W.Va. Lottery tops $1B for 10th year in a row
CHARLESTON, W.Va. -- For the 10th consecutive year, total West Virginia Lottery revenues have topped the $1 billion mark -- this time, with three months still go to in the state's budget year.
Lottery Director John Musgrave said Thursday he hopes the winning streak continues, despite tough competition from casinos in Western Pennsylvania and Maryland, and more coming from Ohio.
As of March 31, the Lottery had total revenues of $1.09 billion, up $51 million from the same point in 2010-11 and about $20 million above projections.
Musgrave said the Lottery established those projections assuming that new Ohio casinos would have opened by now, including a facility near Cleveland that will draw business from the Mountaineer and Wheeling Island casinos.
However, the Cleveland casino won't open until late spring or early summer, giving the Northern Panhandle casinos a reprieve, he said.
Still, "we know it's coming, and it will have the impact that we've been saying for quite some time," Musgrave said.
Next month, the Lottery Commission will tour and hold its monthly meetings at the Northern Panhandle facilities, in part to view upgrades and improvements each casino operation has made to its facilities in hopes of remaining competitive.
"We think they're putting themselves in a position where they can compete," Musgrave said.
Maryland also has legalized slots-only casinos. Its largest, a 3,200-machine facility in Anne Arundel, near Baltimore-Washington International Thurgood Marshall Airport, is scheduled to open in June.
For March, video lottery at West Virginia's four racetrack casinos brought in $73.8 million, up $10 million from March 2011. Table games produced another $7.2 million, up $828,000.
Limited video lottery, operating in more than 1,500 bars and clubs around the state, brought in $39.1 million for the month, up $1.9 million from March 2011.
Meanwhile, bolstered by a record $5.47 million of ticket sales for the $640 million Mega Millions jackpot, online ticket sales for March jumped 39 percent from March 2011.
Online sales are a comparatively small revenue source, though, bringing in $11.3 million for the month.
Sales for the other category of "traditional" lottery -- instant scratch-off tickets -- were down slightly for March, at $10.1 million.
For the month, the state's share of Lottery profits was $63.69 million, up $7.28 million over March 2011. Year-to-date, the state's share of Lottery revenues is $481.56 million, up $26.7 million from 2010-11.

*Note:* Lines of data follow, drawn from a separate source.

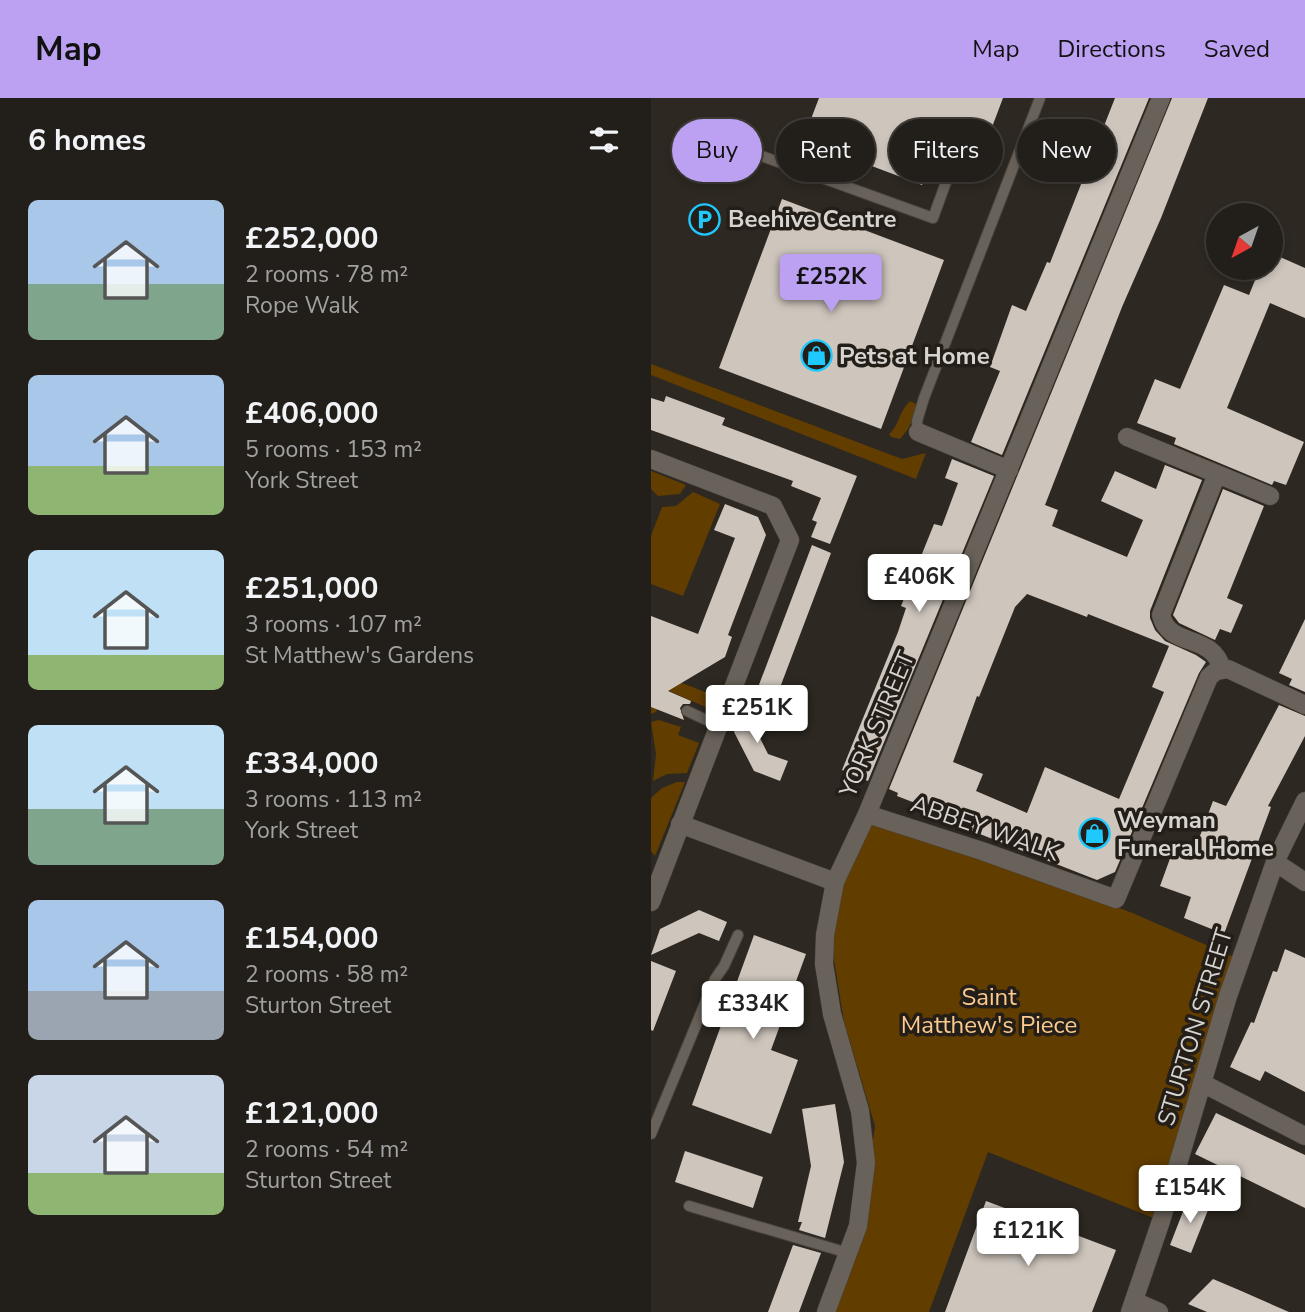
<!DOCTYPE html>
<html lang="en">
<head>
<meta charset="utf-8">
<style>
	body { margin:0; font-family:"Nunito Sans",sans-serif; background:#2e2b26; color:#f1f3f6; height:100vh; display:flex; flex-direction:column; font-size:26px; white-space:nowrap }
	* { box-sizing:border-box; margin:0 }
	p { font-size:23px; color:#a2a2a2 }
	.icon { flex:none; width:38px; height:38px; fill:none; stroke:currentColor; stroke-width:2; stroke-linecap:round; stroke-linejoin:round }
	.map { position:relative; flex:1; overflow:hidden }
	.side { display:flex; flex-direction:column; background:#221e19; width:651px }
	.side>* { flex:none }
	.guide { position:absolute; left:21px; top:21px; width:527px; height:63px; display:flex; gap:14px }
	.needle { width:46px; rotate:220deg }
	.buttons { position:absolute; left:555px; top:105px; display:grid; gap:14px }
	.buttons a { display:grid; place-items:center; width:77px; height:77px; border-radius:50%; background:#221e19; box-shadow:0 4px 10px #0003,0 0 0 2px #3f3c38; font-size:35px }
	.price { position:absolute; translate:-50% -60px; padding:0 16px; border-radius:7px; background:#fff; color:#222; font-size:23px; line-height:46px; filter:drop-shadow(0 2px 4px #0008) }
	.price::after { content:''; position:absolute; left:50%; top:42px; width:21px; height:16px; margin-left:-10px; background:inherit; clip-path:polygon(0 0,100% 0,50% 100%) }
	.price.selected { background:#bca0f2; color:#111 }
	ul { padding:0; list-style:none }
	li { display:flex; align-items:center; gap:21px; height:175px; padding:0 28px }
	li span { display:grid; place-items:center; flex:none; width:196px; height:140px; border-radius:10px; color:#555 }
	li>.icon { margin-inline-start:auto }
	span .icon { width:84px; height:84px; fill:#fffc; stroke-width:1 }
	li b { font-size:30px }
	h2 { display:flex; justify-content:space-between; align-items:center; height:84px; padding:0 28px; font-size:30px }
	.tag { padding:0 24px; border-radius:32px; background:#221e19; box-shadow:0 4px 10px #0003,0 0 0 2px #3f3c38; font-size:24px; line-height:63px }
	.tag.selected { background:#bca0f2; color:#111 }
	header { display:flex; align-items:center; gap:42px; box-sizing:border-box; height:98px; padding:0 35px; background:#bca0f2; color:#111 }
	header strong { font-size:33px }
	nav { display:flex; gap:38px; margin-inline-start:auto; font-size:24px }
	main { display:flex; flex:1; min-height:0 }
	.map>svg:first-child { display:block }
	.green { fill:#623d00 }
	.building { fill:#cec6bd; fill-rule:evenodd }
	.lines { fill:none; stroke-linecap:round; stroke-linejoin:round }
	.lane-casing { stroke:#48433d; stroke-width:12 }
	.street-casing { stroke:#48433d; stroke-width:19 }
	.lane { stroke:#69625a; stroke-width:10 }
	.street { stroke:#69625a; stroke-width:18 }
	.labels { text-anchor:middle; dominant-baseline:central; stroke-width:7; stroke-linejoin:round; paint-order:stroke }
	.poi-label { font-size:24px; font-weight:bold; fill:#d7d3cf; stroke:#241e18; text-anchor:start }
	.street-label { font-size:24px; fill:#d7d3cf; stroke:#241e18 }
	.park-label { font-size:24px; fill:#fbca8e; stroke:#241e18 }
</style>
</head>
<body>
<header>
<strong>Map</strong>
<nav><a>Map</a><a>Directions</a><a>Saved</a></nav>
</header>
<main>
<section class="side">
<h2>6 homes<svg class="icon" aria-label="filters" viewBox="0 0 24 24"><path d="M4 7h16M4 17h16"/><circle cx="9" cy="7" r="2"/><circle cx="15" cy="17" r="2"/></svg></h2>
<ul>
<li><span style="background:linear-gradient(#a9c7e8 60%,#7fa58c 0)"><svg class="icon" aria-label="home" viewBox="0 0 24 24"><path d="M3 11l9-7 9 7M6 9v11h12V9"/></svg></span><div><b>£252,000</b><p>2 rooms · 78 m²</p><p>Rope Walk</p></div></li>
<li><span style="background:linear-gradient(#a9c7e8 65%,#8fb573 0)"><svg class="icon" aria-label="home" viewBox="0 0 24 24"><path d="M3 11l9-7 9 7M6 9v11h12V9"/></svg></span><div><b>£406,000</b><p>5 rooms · 153 m²</p><p>York Street</p></div></li>
<li><span style="background:linear-gradient(#bfe0f5 75%,#8fb573 0)"><svg class="icon" aria-label="home" viewBox="0 0 24 24"><path d="M3 11l9-7 9 7M6 9v11h12V9"/></svg></span><div><b>£251,000</b><p>3 rooms · 107 m²</p><p>St Matthew's Gardens</p></div></li>
<li><span style="background:linear-gradient(#bfe0f5 60%,#7fa58c 0)"><svg class="icon" aria-label="home" viewBox="0 0 24 24"><path d="M3 11l9-7 9 7M6 9v11h12V9"/></svg></span><div><b>£334,000</b><p>3 rooms · 113 m²</p><p>York Street</p></div></li>
<li><span style="background:linear-gradient(#a9c7e8 65%,#9aa5b1 0)"><svg class="icon" aria-label="home" viewBox="0 0 24 24"><path d="M3 11l9-7 9 7M6 9v11h12V9"/></svg></span><div><b>£154,000</b><p>2 rooms · 58 m²</p><p>Sturton Street</p></div></li>
<li><span style="background:linear-gradient(#c9d6e8 70%,#8fb573 0)"><svg class="icon" aria-label="home" viewBox="0 0 24 24"><path d="M3 11l9-7 9 7M6 9v11h12V9"/></svg></span><div><b>£121,000</b><p>2 rooms · 54 m²</p><p>Sturton Street</p></div></li>
</ul>
</section>
<div class="map">
<svg width="654" height="1214" viewBox="0 0 654 1214">
	<rect width="100%" height="100%" fill="#2d2821"/>
	<!-- green -->
	<path class="green" d="M0,266L251,361L275,355L265,381L0,277Z
		M259,303L265,306C265,319 258,331 249,341L240,339L238,336C248,328 248,313 259,303Z
		M0,373L35,387L29,396L7,398L0,391Z
		M42,394L69,406L32,498L0,486V438L11,409L25,408Z
		M0,573L67,599L61,612L14,591L5,614L0,616Z
		M8,622L30,629L27,637L48,645L36,675L16,676L2,683L5,656L0,624Z
		M26,684H34L4,758L0,753V700L11,690Z
		M222,722L479,814L590,862L510,1123L337,1054L278,1214H180L219,1063L224,1028L193,924L180,843L190,786Z"/>
	<!-- building -->
	<path class="building" d="M168,0H352L335,45L292,29L271,87L152,42Z
		M464,0H498L351,357L320,344L349,273L339,269L361,207L375,213L396,164L399,165Z
		M521,0H557L510,120L471,209L394,407L407,412L401,428L476,459L492,422L450,403L464,373L505,391L514,367L551,382L499,513V520L504,532L514,543L545,557L555,564L548,575L464,774L446,782L301,725L303,720L246,698L247,695L238,691ZM376,496L436,519L437,516L518,548L501,589L513,594L468,701L394,669L376,715L325,693L332,676L302,664L326,598L328,599L364,509Z
		M131,101L293,162L230,331L68,270Z
		M620,155L654,170V220L619,205L576,310L653,344L635,387L623,383L621,387L523,346L525,340L486,325L504,281L529,291L573,187L598,197L609,170H620Z
		M15,298L74,320L71,327L206,378L179,446L160,439L166,424L161,422L170,400L140,388L142,383L0,332V300L13,304Z
		M301,361L343,378L217,683L191,672L247,534L255,510L250,508L283,426L291,428L307,385L294,380Z
		M572,391L613,408L576,500L592,507L580,535L569,531L564,542L528,525L522,517Z
		M74,406L107,419L115,437L77,537L81,539L74,559L17,593L40,603L39,606H32L29,610L33,622L0,609V518L47,536L84,440L63,432Z
		M161,447L180,455L122,608L103,600Z
		M654,521V594L638,587L641,581L628,575Z
		M94,606L114,614L106,634L117,656L137,663L129,683L103,673L83,634Z
		M628,607L654,618V638L617,708L620,709L573,836L533,820L540,799L509,788L521,755L540,762L562,703L575,708Z
		M48,812L76,824L68,843L48,835L0,857L9,831Z
		M103,837L155,856L120,952L147,962L120,1036L41,1007Z
		M634,851L654,860V994L614,973L609,983L579,969L600,924L603,925L622,873L626,874Z
		M0,863L25,873L2,933L0,932Z
		M184,1006L193,1064L174,1140L148,1132L151,1124H147L160,1068L151,1011Z
		M565,1015L654,1057V1110L544,1056Z
		M34,1053L112,1079L102,1110L24,1084Z
		M538,1098L559,1107L540,1155L519,1147Z
		M335,1103L465,1152L441,1214H294Z
		M142,1147L170,1155L148,1214H117Z
		M562,1181L588,1192L638,1214H556L537,1206Z"/>
	<g class="lines">
		<defs>
			<path id="lane" d="M105,56L282,120L302,65
				M267,334L266,323L273,300L389,0
				M36,613L66,627
				M0,1036L64,881L73,868L87,837
				M38,1108L197,1155"/>
			<path id="street" d="M267,334L358,372
				M476,339L566,376L510,517C518,551 561,534 571,571
				M0,361L122,408L139,442L0,804
				M566,376L619,398
				M216,716L331,753L465,801L558,579L565,573L577,571L654,607
				M29,726L184,784
				M624,764L654,784
				M551,985L654,1038
				M483,1203L508,1214
				M175,1214L207,1128L215,1065L209,1013L181,916L173,866L174,837L184,784L216,716L510,0
				M479,1214L510,1123L577,898L624,764L654,703"/>
		</defs>
		<!-- lane casing -->
		<use href="#lane" class="lane-casing"/>
		<!-- street casing -->
		<use href="#street" class="street-casing"/>
		<!-- lane -->
		<use href="#lane" class="lane"/>
		<!-- street -->
		<use href="#street" class="street"/>
	</g>
	<!-- icons -->
	<defs>
		<symbol id="parking-ring" viewBox="-11 -11 22 22"><circle r="9.5" fill="#241e18" stroke="#20c9fd" stroke-width="1.5"/><path d="M-3.5-5.5H1a3.5 3.5 0 0 1 0 7H-1V5.5H-3.5ZM-1-3.4V-.6H.8a1.4 1.4 0 0 0 0-2.8Z" fill="#20c9fd"/></symbol>
		<symbol id="shop-ring" viewBox="-11 -11 22 22"><circle r="9.5" fill="#241e18" stroke="#20c9fd" stroke-width="1.5"/><path d="M-5-2.5h2.3a2.7 3.5 0 0 1 5.4 0H5L5.5 6h-11ZM-1.5-2.5h3a1.5 2.3 0 0 0-3 0Z" fill="#20c9fd"/></symbol>
	</defs>
	<g fill-rule="evenodd">
		<use href="#parking-ring" x="36" y="104" width="35" height="35"/>
		<use href="#shop-ring" x="148" y="240" width="35" height="35"/>
		<use href="#shop-ring" x="426" y="718" width="35" height="35"/>
	</g>
	<g class="labels">
		<!-- poi labels -->
		<g class="poi-label">
			<text x="77" y="121">Beehive Centre</text>
			<text x="188" y="258">Pets at Home</text>
			<text x="466" y="722">Weyman<tspan x="466" dy="28">Funeral Home</tspan></text>
		</g>
		<!-- street labels -->
		<g class="street-label">
			<text transform="translate(226 626) rotate(-67)">YORK STREET</text>
			<text transform="translate(334 730) rotate(19)">ABBEY WALK</text>
			<text transform="translate(544 929) rotate(-73)">STURTON STREET</text>
		</g>
		<!-- park labels -->
		<g class="park-label">
			<text x="338" y="899">Saint<tspan x="338" dy="28">Matthew's Piece</tspan></text>
		</g>
	</g>
</svg>
<div class="buttons">
<a><svg class="needle" viewBox="-14 -14 28 28"><path d="M0-13l5 13h-10z" fill="#e53935"/><path d="M0 13l5-13h-10z" fill="#a2a2a2"/></svg></a>
</div>
<b class="price selected" style="left:180px;top:216px">£252K</b>
<b class="price" style="left:268px;top:516px">£406K</b>
<b class="price" style="left:106px;top:647px">£251K</b>
<b class="price" style="left:102px;top:943px">£334K</b>
<b class="price" style="left:539px;top:1127px">£154K</b>
<b class="price" style="left:377px;top:1170px">£121K</b>
<div class="guide">
<a class="tag selected">Buy</a>
<a class="tag">Rent</a>
<a class="tag">Filters</a>
<a class="tag">New</a>
</div>
</div>
</main>
</body>
</html>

Also Thursday, the Lottery Commission:
| Authorized Musgrave to execute lease agreements with five other state agencies that will move into the Lottery's headquarters building, City Center West.
Beginning with the Alcohol Beverage Control Administration, which will move in by Monday, the state Racing Commission, Division of Banking, Municipal Bond Commission and the Real Estate Division will occupy five floors of the 13-story office tower.
Musgrave said the moves, which will leave the building fully occupied, should be complete by July. Lottery offices are on six floors of the tower, while Mountain State Blue Cross/Blue Shield leases two floors of office space.
| Postponed action on approval of an electronic table game at Mardi Gras Casino, in order to review the game at a later date in the Lottery's testing labs.
Mardi Gras wants to offer electronic blackjack, which features live dealers, but displays the players' cards and wagers digitally on video screens.
Last year, the Lottery Commission authorized the four racetrack casinos to offer electronic roulette, which uses a traditional roulette wheel, but allows players to place their wagers using electronic touch-screens.